| Extracted information |
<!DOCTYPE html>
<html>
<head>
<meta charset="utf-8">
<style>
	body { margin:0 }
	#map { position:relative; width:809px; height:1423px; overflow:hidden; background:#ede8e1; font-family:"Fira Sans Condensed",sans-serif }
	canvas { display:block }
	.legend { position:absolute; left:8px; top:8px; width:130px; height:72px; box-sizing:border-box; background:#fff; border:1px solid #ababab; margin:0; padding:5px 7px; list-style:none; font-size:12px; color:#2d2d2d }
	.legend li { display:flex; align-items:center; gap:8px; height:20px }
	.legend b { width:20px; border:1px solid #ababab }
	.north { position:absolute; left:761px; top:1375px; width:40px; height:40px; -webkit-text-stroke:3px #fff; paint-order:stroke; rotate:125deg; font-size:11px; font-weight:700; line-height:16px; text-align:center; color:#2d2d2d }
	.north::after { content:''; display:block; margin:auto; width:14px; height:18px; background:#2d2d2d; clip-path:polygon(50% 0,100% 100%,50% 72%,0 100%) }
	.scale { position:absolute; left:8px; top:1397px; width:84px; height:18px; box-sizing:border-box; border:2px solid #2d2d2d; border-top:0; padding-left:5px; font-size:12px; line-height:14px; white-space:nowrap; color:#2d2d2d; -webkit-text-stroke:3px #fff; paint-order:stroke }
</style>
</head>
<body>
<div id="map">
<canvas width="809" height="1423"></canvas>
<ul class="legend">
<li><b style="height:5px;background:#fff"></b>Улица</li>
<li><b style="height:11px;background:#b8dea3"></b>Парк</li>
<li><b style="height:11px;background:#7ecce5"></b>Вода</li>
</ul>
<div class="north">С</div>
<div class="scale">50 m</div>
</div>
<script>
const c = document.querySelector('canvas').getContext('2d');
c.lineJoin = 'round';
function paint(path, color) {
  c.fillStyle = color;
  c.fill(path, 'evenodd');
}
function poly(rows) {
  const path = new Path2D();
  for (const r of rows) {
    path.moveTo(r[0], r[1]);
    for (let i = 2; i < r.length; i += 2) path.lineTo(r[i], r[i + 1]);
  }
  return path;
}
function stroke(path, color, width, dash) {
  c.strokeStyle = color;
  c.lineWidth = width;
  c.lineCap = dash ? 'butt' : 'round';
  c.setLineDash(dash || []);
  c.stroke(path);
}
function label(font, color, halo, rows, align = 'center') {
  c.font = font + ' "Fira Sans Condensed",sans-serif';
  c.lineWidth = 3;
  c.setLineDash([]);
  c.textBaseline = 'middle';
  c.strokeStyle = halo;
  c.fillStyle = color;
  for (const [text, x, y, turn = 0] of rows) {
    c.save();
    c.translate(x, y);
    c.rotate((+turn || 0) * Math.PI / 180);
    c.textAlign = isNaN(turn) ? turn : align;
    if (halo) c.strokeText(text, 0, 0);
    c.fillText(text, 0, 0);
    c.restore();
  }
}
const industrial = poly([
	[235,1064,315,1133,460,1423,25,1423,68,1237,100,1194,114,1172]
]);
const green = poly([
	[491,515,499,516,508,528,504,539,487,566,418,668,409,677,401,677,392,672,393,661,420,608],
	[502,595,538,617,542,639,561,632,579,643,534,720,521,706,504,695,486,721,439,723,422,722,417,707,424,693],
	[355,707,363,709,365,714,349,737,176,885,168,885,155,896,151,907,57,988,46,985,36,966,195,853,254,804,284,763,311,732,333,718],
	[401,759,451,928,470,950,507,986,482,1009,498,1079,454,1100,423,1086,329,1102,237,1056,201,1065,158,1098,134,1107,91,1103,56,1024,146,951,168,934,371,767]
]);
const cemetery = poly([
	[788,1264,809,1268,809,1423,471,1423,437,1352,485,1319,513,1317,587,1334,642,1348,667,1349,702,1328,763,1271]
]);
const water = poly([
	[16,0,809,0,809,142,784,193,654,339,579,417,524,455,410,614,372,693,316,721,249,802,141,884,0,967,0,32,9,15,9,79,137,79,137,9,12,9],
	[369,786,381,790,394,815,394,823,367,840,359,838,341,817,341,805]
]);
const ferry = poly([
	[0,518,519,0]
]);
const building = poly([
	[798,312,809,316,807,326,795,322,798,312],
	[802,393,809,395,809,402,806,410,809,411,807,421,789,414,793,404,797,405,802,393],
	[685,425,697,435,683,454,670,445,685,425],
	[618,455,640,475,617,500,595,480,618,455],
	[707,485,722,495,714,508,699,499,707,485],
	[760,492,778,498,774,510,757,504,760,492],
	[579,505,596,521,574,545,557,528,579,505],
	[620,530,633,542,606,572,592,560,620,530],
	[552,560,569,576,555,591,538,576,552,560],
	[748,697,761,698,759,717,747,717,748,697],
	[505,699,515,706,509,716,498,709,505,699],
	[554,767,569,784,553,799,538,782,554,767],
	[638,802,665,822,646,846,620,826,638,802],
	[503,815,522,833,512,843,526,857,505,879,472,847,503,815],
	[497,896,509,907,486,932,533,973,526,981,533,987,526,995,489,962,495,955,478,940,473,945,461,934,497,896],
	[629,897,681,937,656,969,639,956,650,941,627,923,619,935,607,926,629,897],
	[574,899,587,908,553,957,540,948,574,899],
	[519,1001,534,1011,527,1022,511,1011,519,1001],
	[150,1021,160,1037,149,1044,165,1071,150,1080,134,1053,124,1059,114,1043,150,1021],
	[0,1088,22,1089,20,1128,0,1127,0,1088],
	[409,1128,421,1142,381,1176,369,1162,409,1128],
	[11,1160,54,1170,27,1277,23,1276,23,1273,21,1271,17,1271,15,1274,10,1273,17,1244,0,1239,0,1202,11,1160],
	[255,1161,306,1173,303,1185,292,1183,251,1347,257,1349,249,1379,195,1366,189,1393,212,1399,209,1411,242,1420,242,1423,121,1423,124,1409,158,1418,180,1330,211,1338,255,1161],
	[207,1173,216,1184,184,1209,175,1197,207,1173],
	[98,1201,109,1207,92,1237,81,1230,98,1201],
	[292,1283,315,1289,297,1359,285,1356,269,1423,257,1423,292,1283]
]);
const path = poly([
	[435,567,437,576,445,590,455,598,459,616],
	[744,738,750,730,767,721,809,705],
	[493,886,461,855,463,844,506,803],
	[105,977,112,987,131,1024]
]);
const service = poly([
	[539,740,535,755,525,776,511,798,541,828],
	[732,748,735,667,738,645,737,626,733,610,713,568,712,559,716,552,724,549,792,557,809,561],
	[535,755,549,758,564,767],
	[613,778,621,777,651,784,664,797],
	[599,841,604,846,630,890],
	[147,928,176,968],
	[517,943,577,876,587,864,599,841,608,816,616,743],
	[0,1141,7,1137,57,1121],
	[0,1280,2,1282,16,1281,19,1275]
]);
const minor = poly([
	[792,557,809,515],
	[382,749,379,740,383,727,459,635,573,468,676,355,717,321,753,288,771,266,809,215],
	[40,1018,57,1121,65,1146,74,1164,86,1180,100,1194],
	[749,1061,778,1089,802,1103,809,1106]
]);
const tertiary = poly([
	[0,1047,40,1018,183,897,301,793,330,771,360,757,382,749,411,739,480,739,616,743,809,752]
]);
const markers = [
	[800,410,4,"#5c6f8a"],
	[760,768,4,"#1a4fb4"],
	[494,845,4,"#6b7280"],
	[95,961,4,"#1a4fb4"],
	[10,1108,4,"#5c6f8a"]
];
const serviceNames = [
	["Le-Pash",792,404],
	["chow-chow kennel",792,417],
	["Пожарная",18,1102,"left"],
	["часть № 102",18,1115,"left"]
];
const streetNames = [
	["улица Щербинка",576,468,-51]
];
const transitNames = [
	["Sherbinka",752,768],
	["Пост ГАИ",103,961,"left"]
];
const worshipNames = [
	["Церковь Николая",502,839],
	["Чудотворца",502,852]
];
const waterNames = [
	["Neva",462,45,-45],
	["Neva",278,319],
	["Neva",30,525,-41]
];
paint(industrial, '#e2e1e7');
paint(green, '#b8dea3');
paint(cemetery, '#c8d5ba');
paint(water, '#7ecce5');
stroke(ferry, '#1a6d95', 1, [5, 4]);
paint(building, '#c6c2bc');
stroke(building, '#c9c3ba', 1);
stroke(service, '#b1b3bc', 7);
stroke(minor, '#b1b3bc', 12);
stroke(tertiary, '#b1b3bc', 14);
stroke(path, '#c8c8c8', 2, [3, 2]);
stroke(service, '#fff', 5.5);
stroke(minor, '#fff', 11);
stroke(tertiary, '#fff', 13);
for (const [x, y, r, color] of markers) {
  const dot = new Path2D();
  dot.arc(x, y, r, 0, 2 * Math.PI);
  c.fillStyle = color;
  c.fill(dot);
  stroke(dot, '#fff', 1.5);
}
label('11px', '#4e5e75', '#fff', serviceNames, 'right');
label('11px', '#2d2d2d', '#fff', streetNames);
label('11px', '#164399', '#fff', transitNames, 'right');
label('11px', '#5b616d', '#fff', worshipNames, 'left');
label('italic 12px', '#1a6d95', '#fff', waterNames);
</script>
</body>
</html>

| What to do |
Could you write out exactly the lines above, starting at the first one and ending with the line that has "position:absolute; left:8px; top:8px;"?

| Solution |
<!DOCTYPE html>
<html>
<head>
<meta charset="utf-8">
<style>
	body { margin:0 }
	#map { position:relative; width:809px; height:1423px; overflow:hidden; background:#ede8e1; font-family:"Fira Sans Condensed",sans-serif }
	canvas { display:block }
	.legend { position:absolute; left:8px; top:8px; width:130px; height:72px; box-sizing:border-box; background:#fff; border:1px solid #ababab; margin:0; padding:5px 7px; list-style:none; font-size:12px; color:#2d2d2d }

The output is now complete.